### Data under study:
┄┄┄┄┄┄

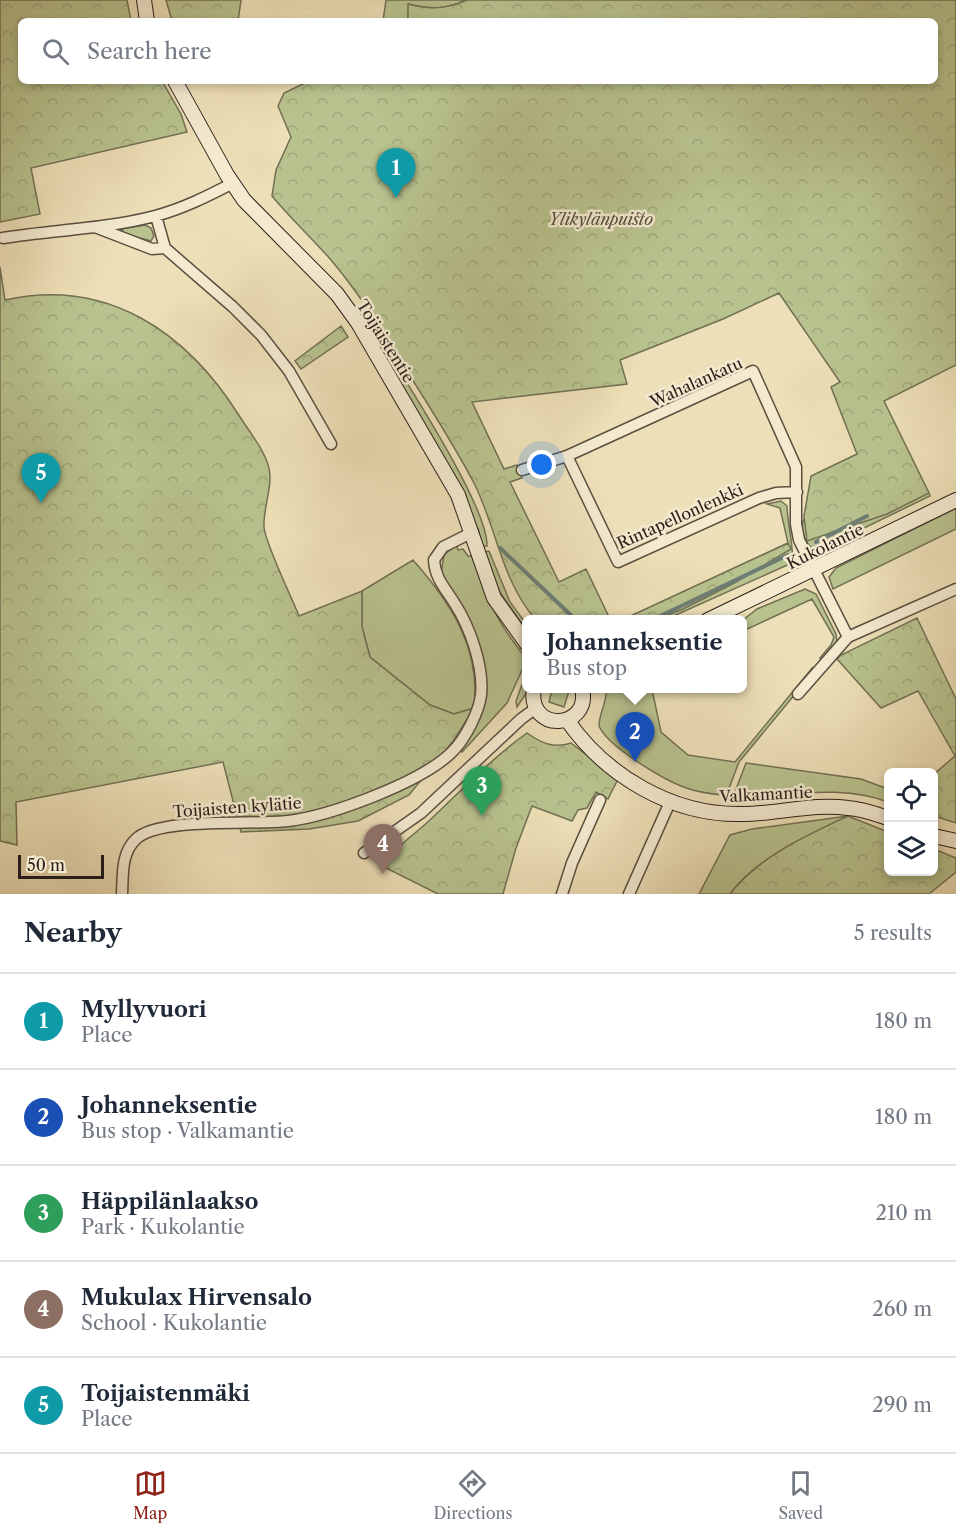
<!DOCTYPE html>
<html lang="en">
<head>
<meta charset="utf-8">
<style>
  body { margin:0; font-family:"Libre Caslon Text",serif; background:#f2f2f3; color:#1f2937 }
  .controls { position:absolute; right:18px; bottom:18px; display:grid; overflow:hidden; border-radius:9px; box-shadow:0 3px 9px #0003 }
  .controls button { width:54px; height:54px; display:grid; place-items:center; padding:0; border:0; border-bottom:2px solid #e0e1e3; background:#fff; color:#1f2937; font:30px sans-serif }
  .scale { position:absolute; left:18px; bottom:15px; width:86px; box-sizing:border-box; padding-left:6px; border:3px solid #2c1f1a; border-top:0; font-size:16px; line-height:21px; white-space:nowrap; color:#2c1f1a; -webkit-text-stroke:4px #f3ead0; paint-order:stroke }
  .you { position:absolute; left:542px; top:465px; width:21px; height:21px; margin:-15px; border:4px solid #fff; border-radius:50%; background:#1a73e8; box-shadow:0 0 0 9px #1a73e833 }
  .badge { display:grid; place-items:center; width:39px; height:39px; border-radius:50%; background:#8f2418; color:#fff; font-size:20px; font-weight:700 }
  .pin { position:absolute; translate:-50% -50px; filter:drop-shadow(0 2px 3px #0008) }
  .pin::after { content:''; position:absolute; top:32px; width:21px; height:18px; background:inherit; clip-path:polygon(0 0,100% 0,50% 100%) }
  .popup { position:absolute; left:522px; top:615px; width:225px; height:78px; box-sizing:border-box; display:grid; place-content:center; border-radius:9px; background:#fff; filter:drop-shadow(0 2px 4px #0005); font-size:20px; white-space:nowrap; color:#747a83 }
  .popup b { font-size:22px; color:#1f2937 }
  .popup::after { content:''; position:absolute; left:50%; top:100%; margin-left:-12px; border:12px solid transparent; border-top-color:#fff }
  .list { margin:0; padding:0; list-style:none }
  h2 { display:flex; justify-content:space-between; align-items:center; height:78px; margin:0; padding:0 24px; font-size:26px }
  h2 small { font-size:20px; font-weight:400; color:#747a83 }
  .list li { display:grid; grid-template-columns:39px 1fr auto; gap:18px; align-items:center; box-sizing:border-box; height:96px; padding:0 24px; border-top:2px solid #e0e1e3 }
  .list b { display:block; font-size:22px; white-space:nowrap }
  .list p { margin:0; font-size:20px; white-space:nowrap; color:#747a83 }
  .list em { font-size:20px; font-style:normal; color:#747a83 }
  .icon { flex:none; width:33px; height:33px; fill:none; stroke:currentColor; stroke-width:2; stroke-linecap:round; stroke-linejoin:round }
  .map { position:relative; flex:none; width:956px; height:894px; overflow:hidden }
  .search { position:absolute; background:#fff; box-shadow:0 3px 9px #0003; left:18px; right:18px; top:18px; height:66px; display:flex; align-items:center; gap:15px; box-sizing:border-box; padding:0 21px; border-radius:9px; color:#747a83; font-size:22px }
  .sheet { height:558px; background:#fff }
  nav { display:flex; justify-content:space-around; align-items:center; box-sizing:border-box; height:84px; border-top:2px solid #e0e1e3; background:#fff; font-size:16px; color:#747a83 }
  nav a { display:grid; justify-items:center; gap:3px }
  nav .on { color:#8f2418 }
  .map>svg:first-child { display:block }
</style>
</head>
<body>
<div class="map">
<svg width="956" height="894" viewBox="0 0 956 894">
  <defs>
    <pattern id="forest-crowns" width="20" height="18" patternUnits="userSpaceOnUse" patternTransform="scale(1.5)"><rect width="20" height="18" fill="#b8c28e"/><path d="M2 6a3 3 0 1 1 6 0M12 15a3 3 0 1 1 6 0" fill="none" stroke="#9ea67a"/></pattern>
  </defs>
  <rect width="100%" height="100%" fill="#eddfb7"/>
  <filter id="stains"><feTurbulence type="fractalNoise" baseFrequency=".00333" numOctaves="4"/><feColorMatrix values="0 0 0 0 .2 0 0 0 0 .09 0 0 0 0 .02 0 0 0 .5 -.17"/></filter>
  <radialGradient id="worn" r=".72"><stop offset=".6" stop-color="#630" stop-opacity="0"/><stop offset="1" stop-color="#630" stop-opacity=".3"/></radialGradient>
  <path fill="#b8c28e" stroke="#727054" stroke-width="1.5" d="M386,0H467C446,9 431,10 409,4L408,21H383Z
    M145,225L151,228L154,236L151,241L125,234L121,229Z
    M377,334C401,375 488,505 487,546L483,547L458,483L374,339Z
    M928,491L930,496L829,545L812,548C804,542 800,528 804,519Z
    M781,501L787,506C787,521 795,553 792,563L667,619L624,620L788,543L780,508L767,504Z
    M956,508V529L833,589L829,577L836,568Z
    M456,545L458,550L463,549L468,556H474C484,597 500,627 527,659L507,703L462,752L458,747L484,686L441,574L444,555Z
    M489,551L510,602L527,625V631L499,591L484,552Z
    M413,560C451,603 481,648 474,708L454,714L430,705L370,657L362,627V591Z
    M805,589L816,594L836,634L837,642L823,659L820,658L831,645L834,637L812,599L743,631V620L757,609Z
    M813,667L791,699L739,762L728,791L723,795C711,794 698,792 686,788C664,780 608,747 599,726C599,713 608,700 606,689H652L661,732L688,755L735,762Z
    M527,671L529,689L517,707L516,701Z
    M552,689L569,691L564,707L549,702Z
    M746,763L861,779L888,789V802C840,784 788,796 737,796L735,792Z
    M848,816C807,836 758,857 730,894H699L730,835L752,829Z"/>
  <path fill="url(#forest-crowns)" stroke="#727054" stroke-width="1.5" d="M0,0H127L131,21H21V81H162L181,114L187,132L31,168L40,214L0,222Z
    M166,0H241L238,21H172Z
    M467,0H956V365L884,401L929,493L887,514L807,541L804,516L811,476L857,454L831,387L840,382L779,293L723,319L620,360L627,384L472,402L504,469L517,465L522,478L510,482L559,582L586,569L610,619H535C501,579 497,529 474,483C453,443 428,404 403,365C381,329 359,293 331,260C312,238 291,219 272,196L276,170L291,137L278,106L284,93L309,81H935V21H408V4C431,10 446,9 467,0Z
    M0,267L5,300C107,277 187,332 240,417C249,431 265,451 269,468C273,486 263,508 264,527C265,543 292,598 299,616L362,591V627L370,657L430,705L454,714L474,708L454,740L409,795L358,821L309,829L241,832L223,762L16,802L17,845L0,841Z
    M341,326L348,337L301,369L295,361Z
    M788,543L791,549L736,582L683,609L658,619H624Z
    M917,618L956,699V823L934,816V774L955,756L918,691L881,708L837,659L841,655Z
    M527,733C541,743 554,749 571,743L618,779L608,799L596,792L587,808L578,810L572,821L532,806L516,848L503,894H438L382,866C397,845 413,836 431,819C463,789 492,758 527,733Z
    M848,816L888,832V872H934V849L956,858V872L929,894H730C758,857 807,835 848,816Z"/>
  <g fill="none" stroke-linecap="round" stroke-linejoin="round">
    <path stroke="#6d7d74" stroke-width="4" d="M816,542L867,516
      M500,548L576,620
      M652,620L788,555"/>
    <defs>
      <path id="street" d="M156,216L165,248L233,307L261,335L289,371L331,444
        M95,227L152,249L165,248
        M3,238C53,230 106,229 155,216C182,209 208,196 233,183
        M567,456L618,562L759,498L776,493L797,492
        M522,470L567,456L753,371L796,467V524L799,540L848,637L956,589
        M798,694L848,637
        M364,853L421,813L521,719L536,708
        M122,894C123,875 121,853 136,839C159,817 254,825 288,821C330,816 423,782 453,751C465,739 479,712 481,695C484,667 470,627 455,604C446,589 435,579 434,560L443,547L473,532
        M562,894L572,863L600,800
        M629,894L670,802"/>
      <path id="secondary" d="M144,0L147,21
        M175,81L227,175L244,200L337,294L358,323L458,495L494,598L527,644
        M708,620L956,500
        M534,688C526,734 592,730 582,688
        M567,720C606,776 673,816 743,814C777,814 814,803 848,808C862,809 876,814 888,818
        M934,836L956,841"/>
    </defs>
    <use href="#street" stroke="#5c4f41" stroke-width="13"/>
    <use href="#secondary" stroke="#2c1f1a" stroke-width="16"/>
    <use href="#street" stroke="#f3ead0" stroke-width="10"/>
    <use href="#secondary" stroke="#f3ead0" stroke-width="14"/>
  </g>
  <g text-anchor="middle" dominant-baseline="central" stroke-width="5" stroke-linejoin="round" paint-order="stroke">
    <g font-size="16" font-style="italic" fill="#56503d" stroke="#f3ead0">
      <text x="601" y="219">Ylikylänpuisto</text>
    </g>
    <g font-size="16" fill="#2c1f1a" stroke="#f3ead0">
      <text transform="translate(386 341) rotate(58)">Toijaistentie</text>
      <text transform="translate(696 382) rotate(-24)">Wahalankatu</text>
      <text transform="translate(680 516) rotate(-24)">Rintapellonlenkki</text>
      <text transform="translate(825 546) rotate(-26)">Kukolantie</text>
      <text transform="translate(766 794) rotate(-3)">Valkamantie</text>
      <text transform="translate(237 807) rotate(-4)">Toijaisten kylätie</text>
    </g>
  </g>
  <rect width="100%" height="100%" filter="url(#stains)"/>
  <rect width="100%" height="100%" fill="url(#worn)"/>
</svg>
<div class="controls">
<button><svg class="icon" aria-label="locate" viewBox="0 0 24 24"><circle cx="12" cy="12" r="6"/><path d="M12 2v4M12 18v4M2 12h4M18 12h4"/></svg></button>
<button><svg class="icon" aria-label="layers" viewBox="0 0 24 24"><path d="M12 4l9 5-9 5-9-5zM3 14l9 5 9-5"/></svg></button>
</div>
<div class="scale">50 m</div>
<div class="you"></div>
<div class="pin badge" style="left:396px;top:198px;background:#0f9aa8">1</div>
<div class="pin badge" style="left:635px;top:762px;background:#1a4fb4">2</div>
<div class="popup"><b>Johanneksentie</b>Bus stop</div>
<div class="pin badge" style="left:482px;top:816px;background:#2e9e5b">3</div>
<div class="pin badge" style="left:383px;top:874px;background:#8d6e63">4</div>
<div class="pin badge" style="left:41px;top:503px;background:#0f9aa8">5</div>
<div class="search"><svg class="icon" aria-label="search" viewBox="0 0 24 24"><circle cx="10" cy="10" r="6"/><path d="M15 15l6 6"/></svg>Search here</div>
</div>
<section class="sheet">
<h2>Nearby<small>5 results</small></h2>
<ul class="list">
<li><span class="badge" style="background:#0f9aa8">1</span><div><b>Myllyvuori</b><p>Place</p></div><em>180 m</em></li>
<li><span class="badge" style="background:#1a4fb4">2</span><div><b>Johanneksentie</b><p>Bus stop · Valkamantie</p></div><em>180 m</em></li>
<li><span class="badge" style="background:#2e9e5b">3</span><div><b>Häppilänlaakso</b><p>Park · Kukolantie</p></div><em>210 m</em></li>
<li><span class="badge" style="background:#8d6e63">4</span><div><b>Mukulax Hirvensalo</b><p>School · Kukolantie</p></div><em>260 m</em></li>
<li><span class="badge" style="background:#0f9aa8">5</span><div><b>Toijaistenmäki</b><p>Place</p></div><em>290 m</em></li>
</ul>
</section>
<nav>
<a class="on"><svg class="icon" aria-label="map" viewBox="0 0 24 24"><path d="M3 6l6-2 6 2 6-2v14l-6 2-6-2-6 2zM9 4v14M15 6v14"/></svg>Map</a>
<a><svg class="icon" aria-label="directions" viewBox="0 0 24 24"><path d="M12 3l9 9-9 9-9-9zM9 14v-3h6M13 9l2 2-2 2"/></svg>Directions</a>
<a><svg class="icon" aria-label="saved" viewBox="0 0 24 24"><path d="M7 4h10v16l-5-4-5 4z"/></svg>Saved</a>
</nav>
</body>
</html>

┄┄┄┄┄┄

### What the task requires:
Sift the material for lines that include the word "bottom", and copy each one.

### Task answer:
  .controls { position:absolute; right:18px; bottom:18px; display:grid; overflow:hidden; border-radius:9px; box-shadow:0 3px 9px #0003 }
  .controls button { width:54px; height:54px; display:grid; place-items:center; padding:0; border:0; border-bottom:2px solid #e0e1e3; background:#fff; color:#1f2937; font:30px sans-serif }
  .scale { position:absolute; left:18px; bottom:15px; width:86px; box-sizing:border-box; padding-left:6px; border:3px solid #2c1f1a; border-top:0; font-size:16px; line-height:21px; white-space:nowrap; color:#2c1f1a; -webkit-text-stroke:4px #f3ead0; paint-order:stroke }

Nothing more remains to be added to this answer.